My dearest apologies for expecting that you could follow along with a sentence structure slightly more complicated than what one might encounter in the seventh grade.
Yeah; that'll be it.

To the contrary, I would say that's exactly what makes it different. Thesz was concerned with only the act of wrestling itself, i.e., presenting a staged fight that looked real enough for the audience to believe in it. Modern wrestling (say, post-Hogan) is concerned with the overall narrative structure and only uses the act of wrestling as a means to an end. It's the difference between the act of painting and the resulting picture. For Thesz, the art was nothing more than painting. People were showing up to watch Da Vinci slap paint on canvass, and abandoned it as soon as Da Vinci decided he was through painting. Modern wrestling is more analogous to going to the Louvre and admiring the Mona Lisa. No doubt there's interest in the means by which it was created and a certain admiration for the technique and mastery involved, and only an artist of great skill could produce a masterpiece, but the most important factor is the end result. Thesz and modern wrestlers work toward two entirely different ends, on the artistic level, anyway.
So I'm just going to go ahead and try to bypass as much of the nonsense about painting as I can - it's an utterly nonsensical metaphor that bears no semblance of relation to what we are talking about - or perhaps my seventh grade brain simply cannot handle the complexity of your thought again.
Thesz and modern performers both work to precisely one end, which is the entertainment of an audience. That is all the professional wrestling has ever been about; you can blather on about the "artistic level" all you like, but all that Thesz, Sammartino, Hogan, Austin and Cena are doing is staging pretend fights aimed at entertaining an audience sufficiently that they will be willing to expend money on seeing it. Not only is Thesz one of the best at doing this in history; he also invented, pioneered or popularised half of the techniques that contemporary talent use today.
The fans in Thesz's day wanted a more realistic product so that is what he provided.
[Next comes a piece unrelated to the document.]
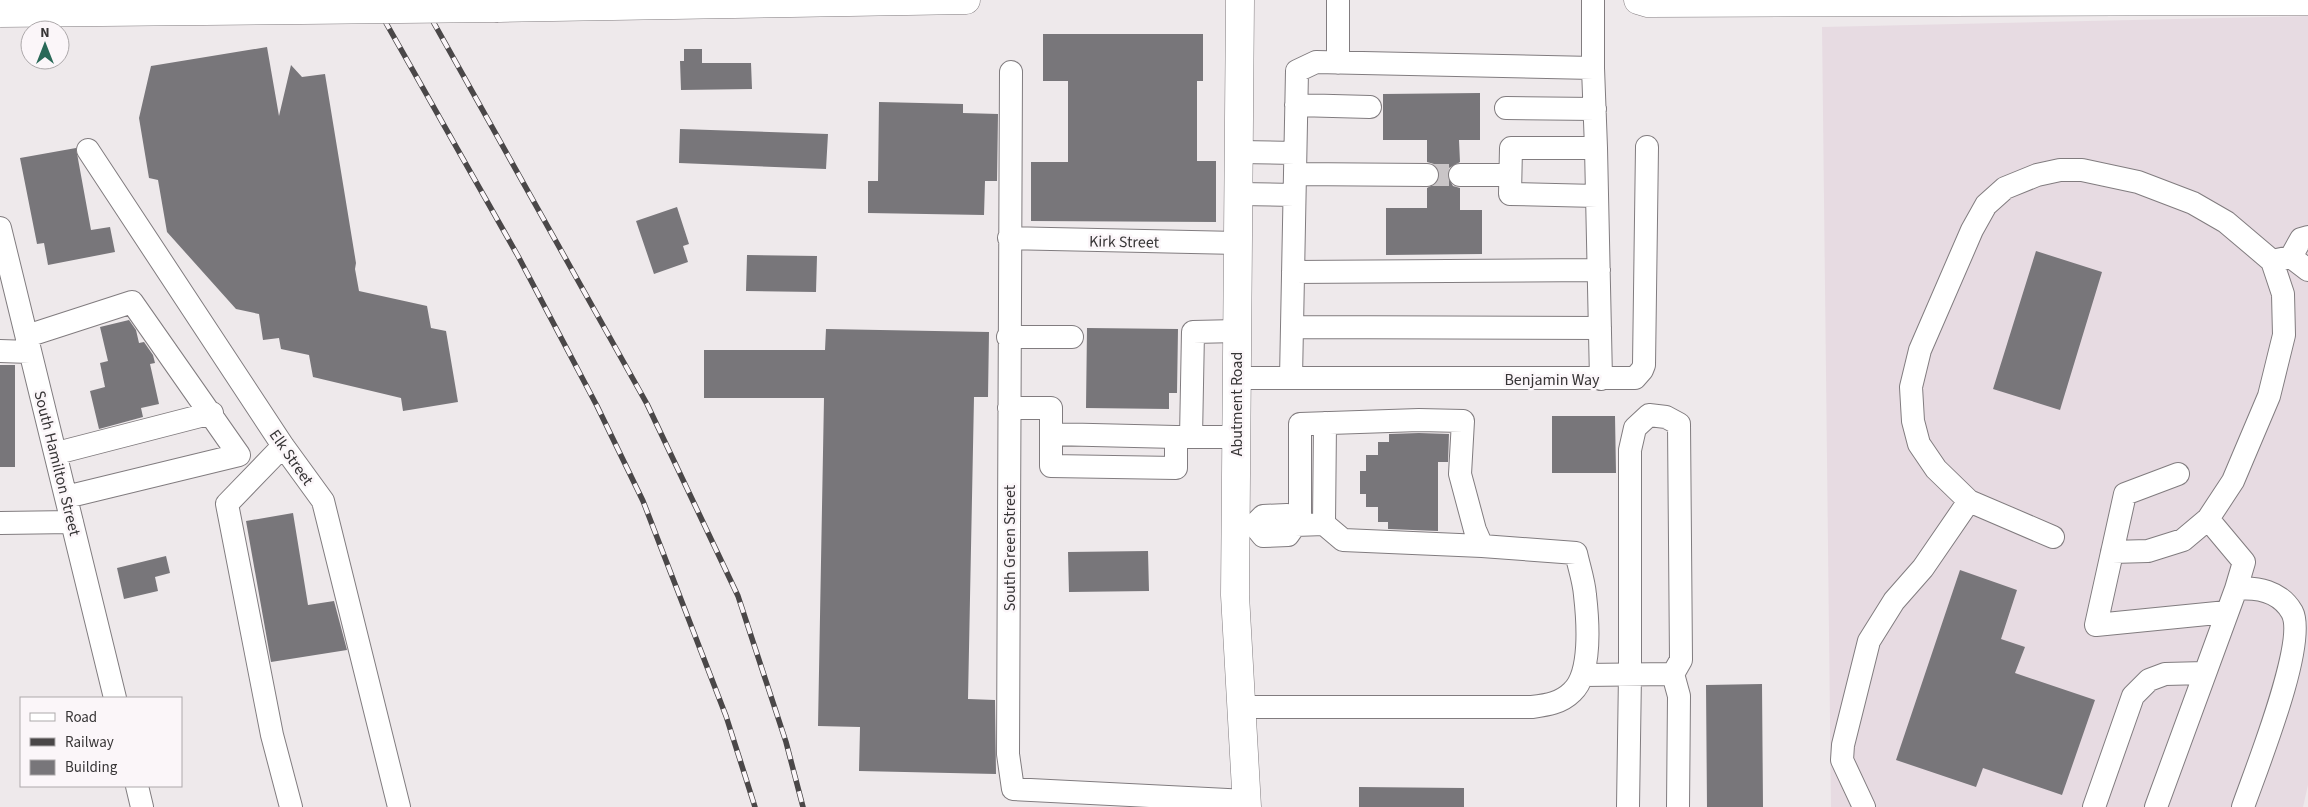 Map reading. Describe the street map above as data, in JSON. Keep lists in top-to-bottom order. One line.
{"streets":{"main road":["Abutment Road"],"street":["Kirk Street","Benjamin Way","Elk Street","South Hamilton Street","South Green Street"]},"crossings":[["Kirk Street","Abutment Road"],["Kirk Street","South Green Street"],["Benjamin Way","Abutment Road"],["Abutment Road","South Green Street"]],"legend":["Road","Railway","Building"],"north":"top"}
That is the only difference. If the fans had wanted contemporary wrestling then that is what he would have provided, as is proved by his time on the East Coast and in Mexico. (Go and check out Thesz's matches with Rocca and Sammartino and find me a single way in which they differ from contemporary wrestling that can't be refuted by comparing Hogan and Mysterio and I'll drop out of this debate right now) If Hogan's fans has wanted a more old school and realistic product then that is what he would have provided; and is similarly proved by his time in Japan.
There is no fundamental difference between the two.